Being aware of talent supply forecasts and emerging trends in your industry will help you make better talent acquisition decisions. Free resources such as Indeed’s list of the most in-demand skills are a good place to start, but if you’re looking for more detailed reports, you’ll likely have to shell out for specialized artificial intelligence software.
You can hire an external expert to help with a skills gap analysis, or you can take on the process internally. With the latter, HR typically partners with department heads and leadership to determine the current and future skills needed to accomplish the goals defined in step one. For a more in-depth walkthrough of how to conduct a skills gap analysis, check out this guide from Workable.

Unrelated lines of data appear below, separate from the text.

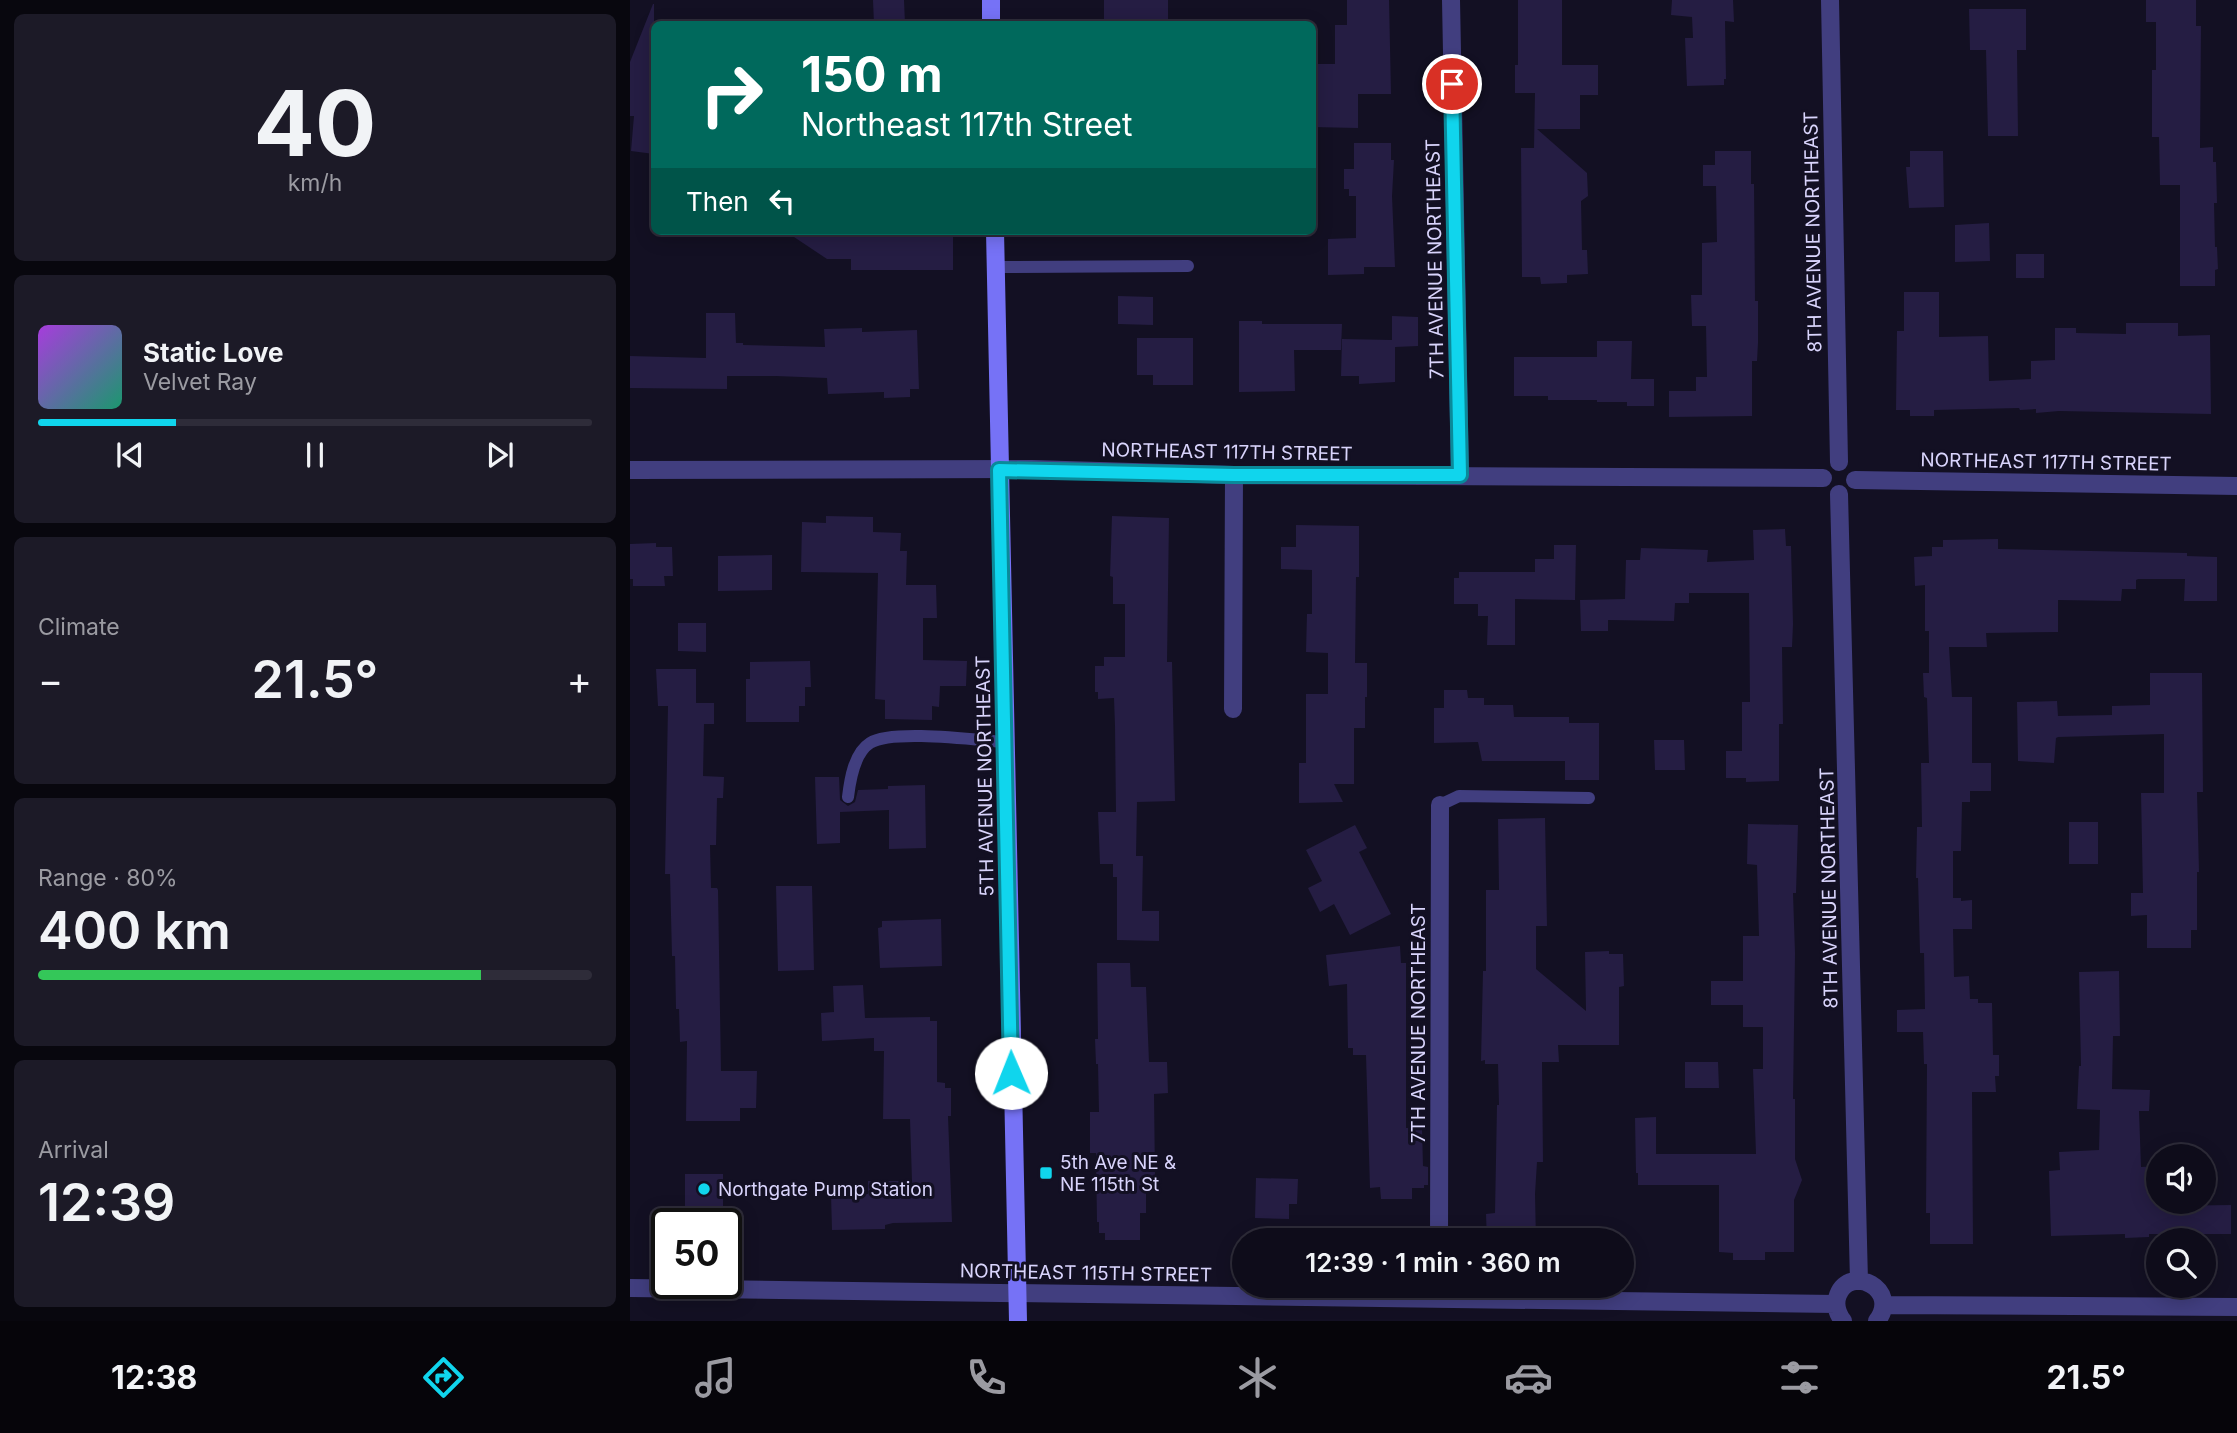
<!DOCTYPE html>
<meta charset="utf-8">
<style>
:root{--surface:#0e0c1a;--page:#1c1a27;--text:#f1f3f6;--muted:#9b9ba2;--line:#2e2c39;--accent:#10d5ed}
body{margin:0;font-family:Inter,sans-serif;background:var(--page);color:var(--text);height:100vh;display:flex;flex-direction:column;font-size:26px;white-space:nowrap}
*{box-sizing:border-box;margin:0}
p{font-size:23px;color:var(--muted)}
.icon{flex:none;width:38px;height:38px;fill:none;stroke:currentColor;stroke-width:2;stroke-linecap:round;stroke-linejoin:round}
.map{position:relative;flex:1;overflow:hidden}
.details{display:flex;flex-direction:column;gap:14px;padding:14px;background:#08070e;width:630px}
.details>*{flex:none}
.guide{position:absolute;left:21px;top:21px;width:665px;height:214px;border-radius:10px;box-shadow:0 4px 18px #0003,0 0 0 2px var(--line);background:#00695c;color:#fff;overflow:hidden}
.fabs{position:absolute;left:1516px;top:1144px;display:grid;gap:14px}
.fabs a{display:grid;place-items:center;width:70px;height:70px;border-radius:50%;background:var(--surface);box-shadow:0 4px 18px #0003,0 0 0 2px var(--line);font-size:35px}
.speed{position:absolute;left:21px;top:1208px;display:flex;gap:14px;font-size:35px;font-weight:700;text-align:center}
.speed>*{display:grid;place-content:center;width:91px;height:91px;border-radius:50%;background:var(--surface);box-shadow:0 4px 18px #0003,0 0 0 2px var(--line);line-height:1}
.speed .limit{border:4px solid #111;border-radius:10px;background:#fff;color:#111}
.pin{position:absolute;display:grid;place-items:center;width:60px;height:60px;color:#fff;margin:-30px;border:4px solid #fff;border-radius:50%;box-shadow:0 2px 7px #0007}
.me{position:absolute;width:77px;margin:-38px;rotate:359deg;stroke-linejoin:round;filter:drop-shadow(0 0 5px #0008)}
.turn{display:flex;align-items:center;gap:24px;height:147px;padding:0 35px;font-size:32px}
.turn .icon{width:91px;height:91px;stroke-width:2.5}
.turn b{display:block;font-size:49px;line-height:60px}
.then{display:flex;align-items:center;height:66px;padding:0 35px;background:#0003;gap:14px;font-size:26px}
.big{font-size:52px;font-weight:600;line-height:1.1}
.details .tile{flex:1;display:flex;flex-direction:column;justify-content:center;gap:10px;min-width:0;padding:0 24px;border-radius:10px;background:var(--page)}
.details .dial{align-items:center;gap:0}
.dial b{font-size:91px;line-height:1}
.song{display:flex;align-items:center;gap:21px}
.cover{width:84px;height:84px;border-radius:10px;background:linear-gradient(135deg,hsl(280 70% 55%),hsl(160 70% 35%))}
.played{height:7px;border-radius:4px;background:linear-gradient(90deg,var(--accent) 25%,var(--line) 25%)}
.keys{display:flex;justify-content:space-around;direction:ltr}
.heat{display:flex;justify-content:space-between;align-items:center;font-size:38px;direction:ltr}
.charge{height:10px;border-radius:5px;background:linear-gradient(90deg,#34c759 80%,var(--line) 0)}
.trip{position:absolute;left:602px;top:1228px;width:402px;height:70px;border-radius:35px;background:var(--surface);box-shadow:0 4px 18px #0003,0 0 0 2px var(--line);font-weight:600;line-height:70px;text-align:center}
.tabs{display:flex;height:112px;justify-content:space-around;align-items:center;background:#06050a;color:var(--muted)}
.tabs .icon{width:49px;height:49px}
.tabs .active{color:var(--accent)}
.tabs b{font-size:32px;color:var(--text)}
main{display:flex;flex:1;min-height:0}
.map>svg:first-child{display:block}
</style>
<main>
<section class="details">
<div class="tile dial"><b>40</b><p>km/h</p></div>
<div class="tile">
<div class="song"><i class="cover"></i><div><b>Static Love</b><p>Velvet Ray</p></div></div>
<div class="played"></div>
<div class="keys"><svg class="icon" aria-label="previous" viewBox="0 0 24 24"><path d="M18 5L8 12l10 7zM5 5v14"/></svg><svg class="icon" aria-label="pause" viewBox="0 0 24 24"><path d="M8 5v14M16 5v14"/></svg><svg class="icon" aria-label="next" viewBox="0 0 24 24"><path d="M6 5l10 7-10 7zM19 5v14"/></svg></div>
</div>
<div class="tile"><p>Climate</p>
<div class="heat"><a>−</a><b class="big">21.5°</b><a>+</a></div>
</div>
<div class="tile"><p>Range · 80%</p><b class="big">400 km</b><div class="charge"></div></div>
<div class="tile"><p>Arrival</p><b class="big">12:39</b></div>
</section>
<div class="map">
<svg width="1607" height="1321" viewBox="0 0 1607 1321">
<rect width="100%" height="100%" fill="#131023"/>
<path fill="#251d43" d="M243,0H274L275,24H244Z
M474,0H538V24H488V21H474Z
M717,0H759L761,94H728V128L682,127V64H705V25H717Z
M888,0H932V65H968V95H950V129H907L957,173L958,196L951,201L952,250H957L958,274L937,275V283L911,284L910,277H892L891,148H904L905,93H885V65H888Z
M1042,0H1103L1104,22L1095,21L1096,79H1094V85L1057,86L1055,38H1063L1062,17L1041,15Z
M1516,0H1566V26H1571L1570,148L1583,147V162H1586L1587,203H1584L1585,247H1587L1588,269L1585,270V286H1550V185H1530L1529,137H1522V70H1526V22H1516Z
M23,4H24V154L1,151L4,116H0V62Z
M1339,9H1396V50H1387L1388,136H1358L1356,50H1340Z
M724,143H761V160H764L762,196L765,267H734V274L698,275V239L726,238V196H719V189H714V169H724Z
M1085,151H1121V184H1124L1125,301H1128V343L1127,361H1122V416L1039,417V391H1066V377H1077L1076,326H1062L1061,295H1072V243L1087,242L1086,186H1073V165H1085Z
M1280,151H1313L1314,207L1279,208L1276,167H1280Z
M1359,223L1360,261L1325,262V225Z
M155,231H323V270H221V259H197Z
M1386,254H1414V278H1386Z
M1274,292H1309V337L1358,336L1359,381L1401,379V361L1425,360V328H1446V333L1496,334V323H1548V336L1580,335L1581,414L1429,411L1406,413V409L1390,410L1389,408L1304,410V416H1280V410H1266L1267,331H1274Z
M488,296L523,297V325L488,324Z
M76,313H105L106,343H113V345L195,347L194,329L232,328V332L287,330L289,389H280V397L254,398V392L198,394L197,378L146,376H97V389L0,388V356L76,358Z
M762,316L788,317V346L765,347V382L729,384V376H711L712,339L762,340Z
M609,321H632V324H712L711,350H664L665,391L609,392Z
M507,338H563V385H523V375H507Z
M967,341H1002L1001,379H1024V406H997V402H967V400H918V396H884V357H967Z
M196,516L243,517V532L271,533L270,551H277L276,585H306L307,618H293V660L337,661L336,686H310L309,707L302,706V720L255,719V700L245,699L248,573L171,572L172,522L196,523Z
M482,516L539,518L537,662H542L545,801L507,802L506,856H513L512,911H529V941L487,940V877H483V864H470L468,812H486L485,726L484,698L468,699V692H465V666H474V657H495V604H483V577L480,576Z
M666,525L729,526V577H726L725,663H737V697H735V728H724V784H704L713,802L669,803V763H676V694H698V653L676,652L677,614H682V570L651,569V547H666Z
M1155,529L1156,546H1161L1163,624L1162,647H1152L1153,724H1149V781L1116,782V778H1096V751H1112V702H1120L1119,593H1059V603H1045L1044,621L978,620V631H951L950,600L995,599L996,560H1010L1011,548L1078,550L1077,562L1124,560L1123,530Z
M1368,539V549L1557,553V556L1587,557V601H1554L1555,579H1508L1506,580V589H1492L1491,601L1428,600V632L1356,633L1357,647H1319L1322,697H1342V763H1361V791H1340V802H1332L1331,851H1323V898H1331V901L1342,900V929H1323L1324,977L1339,976L1340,999H1348V1003H1362L1363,1055H1369V1076H1365L1366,1092H1342L1343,1244H1300V1213H1296L1297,1064H1294L1293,1032H1267V1010L1295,1009L1294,953H1290L1288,878H1286L1287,827H1292L1291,763H1299L1297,698L1294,697L1293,673H1299V631H1295V585L1285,586L1284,557L1302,556V547H1313V540Z
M26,543V547H42L43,576H34L35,586H3V579H0V544Z
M924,545H946L945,600L885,599V645H857L858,616H848V604H824V578H829V572H905V559H924Z
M142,555V590L88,591V556Z
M48,623H76V652L48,651Z
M180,661L181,687H175V706H169V722H116V679H120V662Z
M26,669H66V703H84V724H74L73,776L94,777L93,798H87L86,845H80L81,888H87L88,890L91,1071H127L126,1108H110V1121H56L57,1041L50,1042L49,1009H46L45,956H42L40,874H35L38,706H28Z
M1520,673H1572L1573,792H1567L1569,872H1567V930H1561V948H1517V915L1501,916V893H1513L1511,793H1534V734L1428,737L1426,738L1424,763L1388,761L1387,702L1427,701L1428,716L1482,715V706L1520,705Z
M814,690H837L838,698H854V705H883L884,717H939V723H969V780H935V761H852L848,742L804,743V708H814Z
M1024,740H1054L1055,770H1025Z
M185,777H209L210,800L218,806L225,802L228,790L258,789V786L295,785L296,848L259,849V810L210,812V843L187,844Z
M915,818L917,926H906V969L956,1011L955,952L979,951V954H993L994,986L989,987V1045H928L929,1062H912L913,1162H907L905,1194L906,1241H857L856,1214L865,1213L867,1105H869L868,1064H855V1060L851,1061L853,971H856V890H869L868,819Z
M1439,822H1468V864H1439Z
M1118,824L1168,825L1166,893H1163L1165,953L1163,1099H1165V1159L1172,1180L1164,1200V1252H1135V1260H1103V1253L1089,1252V1185H1008V1173H1006L1005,1118L1026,1117V1154H1126L1123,1069H1133V1027H1113V1005H1081V981H1113V936H1129L1127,865L1117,864Z
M725,825L737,848L729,852L761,914L720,935L704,904L690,912L678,888L692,881L676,850Z
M146,886H182L184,970L148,971Z
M311,919L312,966L250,968L248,928L252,927V921Z
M770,946L771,963H776V1128H792L793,1166L798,1167V1185H794V1188H782V1199H751L750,1187L740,1188L736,1055H723V1048H718L717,984L699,986L696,955Z
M467,963H500L501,987H516L519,1062H537L538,1093L524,1094L525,1178H516V1213H510V1240H475V1233H469V1222H467L466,1153H460V1112H469L468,1064H466L465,1039H468Z
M1489,971L1490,1036H1483L1482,1089L1520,1090L1519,1111H1509L1511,1167L1528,1166V1202H1534V1206L1601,1205V1234H1519V1237L1495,1238V1234L1421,1236L1419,1171L1430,1170L1429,1152L1469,1150L1470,1110L1447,1109L1449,1066H1451L1449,972Z
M233,985L235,1018L300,1017V1021H307V1082L315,1083V1088H321V1116H318L322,1222L263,1223L255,1225V1229L202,1230L201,1194H238V1181H282L280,1119H253L254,1051H244V1038L192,1041L191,1013L204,1012L203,986Z
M1055,1062H1088L1089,1088H1055Z
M55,1174H93V1210H55Z
M626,1178L668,1179L667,1204H659V1219L625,1218Z"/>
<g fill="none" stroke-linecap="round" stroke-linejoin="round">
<path stroke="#413e7f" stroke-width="12" d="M366,267L558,266
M218,797C220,780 224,753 240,743C262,729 346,740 374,742
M810,805L829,796L959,798"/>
<path stroke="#413e7f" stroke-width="18" d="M821,0L830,475
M1200,0L1209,462
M0,470L402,469L604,475L1193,478
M1225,480L1607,486
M1209,494L1229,1281
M603,709L604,475
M809,1241L810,805
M0,1288L1206,1304
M1254,1305L1607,1307
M1213,1321C1207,1313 1204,1305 1208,1295C1220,1264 1271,1289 1247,1321"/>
<path stroke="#7672f6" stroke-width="18" d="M361,0V24
M365,231L388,1321"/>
</g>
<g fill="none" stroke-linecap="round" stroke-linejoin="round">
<defs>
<path id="route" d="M381,1073L369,470L604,475H830L822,84"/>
</defs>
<use href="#route" stroke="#0a8a9a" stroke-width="18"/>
<use href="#route" stroke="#10d5ed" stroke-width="12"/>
</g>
<g fill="#10d5ed" stroke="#131023" stroke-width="2.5">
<rect x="409" y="1166" width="14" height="14" rx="3.5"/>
<circle cx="74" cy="1189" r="7"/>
</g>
<g text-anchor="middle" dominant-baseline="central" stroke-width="6" stroke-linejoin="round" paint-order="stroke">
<g font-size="19" fill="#d9d4fc" stroke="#131023">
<text transform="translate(1183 232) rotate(-91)">8TH AVENUE NORTHEAST</text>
<text transform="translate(805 259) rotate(-91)">7TH AVENUE NORTHEAST</text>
<text transform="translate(597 452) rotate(1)">NORTHEAST 117TH STREET</text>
<text transform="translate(1416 462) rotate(1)">NORTHEAST 117TH STREET</text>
<text transform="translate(355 776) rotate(-91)">5TH AVENUE NORTHEAST</text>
<text transform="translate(1199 888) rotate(-91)">8TH AVENUE NORTHEAST</text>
<text transform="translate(788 1023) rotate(-90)">7TH AVENUE NORTHEAST</text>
<text transform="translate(456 1273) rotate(1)">NORTHEAST 115TH STREET</text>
</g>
<g font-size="19" fill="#d9d4fc" stroke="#131023" text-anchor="start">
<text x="430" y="1162">5th Ave NE &amp;<tspan x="430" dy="22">NE 115th St</tspan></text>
<text x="88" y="1189">Northgate Pump Station</text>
</g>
</g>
</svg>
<div class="fabs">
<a><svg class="icon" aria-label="sound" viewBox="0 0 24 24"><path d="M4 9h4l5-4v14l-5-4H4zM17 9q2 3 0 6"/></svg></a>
<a><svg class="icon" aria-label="search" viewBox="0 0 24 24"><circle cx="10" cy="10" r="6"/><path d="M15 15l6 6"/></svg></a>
</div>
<div class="speed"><div class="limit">50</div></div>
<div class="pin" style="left:822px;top:84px;background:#d93025"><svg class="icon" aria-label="arrive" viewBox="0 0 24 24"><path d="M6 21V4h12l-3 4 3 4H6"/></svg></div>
<svg class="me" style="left:381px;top:1073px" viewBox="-20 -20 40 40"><circle r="19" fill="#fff"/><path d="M0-13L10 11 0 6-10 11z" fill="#10d5ed"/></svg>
<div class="trip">12:39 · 1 min · 360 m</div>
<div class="guide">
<div class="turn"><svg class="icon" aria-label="right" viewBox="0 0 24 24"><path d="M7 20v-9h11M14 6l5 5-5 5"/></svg><div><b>150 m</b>Northeast 117th Street</div></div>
<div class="then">Then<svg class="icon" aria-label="left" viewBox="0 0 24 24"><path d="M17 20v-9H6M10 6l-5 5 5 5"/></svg></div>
</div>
</div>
</main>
<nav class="tabs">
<b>12:38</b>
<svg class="icon active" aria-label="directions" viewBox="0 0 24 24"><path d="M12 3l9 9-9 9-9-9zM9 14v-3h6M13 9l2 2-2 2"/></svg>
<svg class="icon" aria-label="music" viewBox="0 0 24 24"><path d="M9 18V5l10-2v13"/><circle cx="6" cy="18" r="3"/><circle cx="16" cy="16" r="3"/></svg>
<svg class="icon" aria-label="phone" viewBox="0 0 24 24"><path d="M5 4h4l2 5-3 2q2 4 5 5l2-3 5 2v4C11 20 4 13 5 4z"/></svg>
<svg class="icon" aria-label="climate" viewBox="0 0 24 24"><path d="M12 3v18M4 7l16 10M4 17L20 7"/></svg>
<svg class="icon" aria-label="car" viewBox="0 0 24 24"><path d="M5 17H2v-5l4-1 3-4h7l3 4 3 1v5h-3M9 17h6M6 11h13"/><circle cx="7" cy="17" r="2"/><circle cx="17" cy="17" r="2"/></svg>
<svg class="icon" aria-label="filters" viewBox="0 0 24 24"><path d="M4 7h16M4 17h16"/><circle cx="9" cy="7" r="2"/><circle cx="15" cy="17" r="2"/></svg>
<b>21.5°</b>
</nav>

Further reading: 5 Ways SMBs Can Bridge the Digital Skills Gap Post-COVID-19
4. Develop a plan of action
Now that you know the skills your organization needs, you can develop a plan to acquire them. Your plan may include increasing headcount for the next few years or starting an upskilling initiative within specific business units. It may also include reducing your headcount if you found during analysis of your current workforce that there are employees whose skills are limited or redundant.
If you’re planning on recruiting new talent, applicant tracking systems (ATS) can help you source and screen applicants for certain skill sets. Learning management systems (LMS) can assist with development initiatives, and some of these tools even come with a library of pre-built courses your employees can access at any time.
Check out "How To Grow Your Business Through Employee Development" for a step-by-step guide to upskilling your employees.
5. Continuously measure the success of your plan
Your workforce plan should be flexible; continue to measure its success every six months and make adjustments based on how it's going. Some metrics you can use to judge the impact of your strategic workforce plan include: employee headcount, attrition, turnover and retention rates, time-to-hire, average employee tenure, and internal mobility rate.
You probably already know what we’re going to say here, but analytics software makes tracking these metrics painless. You can use these tools to design custom dashboards that update with the information you most care about in real time, or build reports with key metrics to share with leadership.
To get started, check out our Category Leaders, a list of the top ranking HR analytics tools based on real user reviews from last year.
A strong workforce planning strategy can help you stay one step ahead of your competition. Use the steps above to help you get started drafting a plan, and check out these additional resources for extra guidance:
Business Case for Strategic Workforce Planning (available to Gartner clients)
The GetApp Recruiting Strategy Survey was conducted in July 2021. We collected 300 responses from workers with recruiting responsibilities at U.S. employers. The goal of this survey was to learn how much companies are struggling with recruiting and hiring, and what solutions they’ve considered to improve recruiting and hiring outcomes.
Note: The applications selected in this article are examples to show a feature in context and are not intended as endorsements or recommendations. They have been obtained from sources believed to be reliable at the time of publication.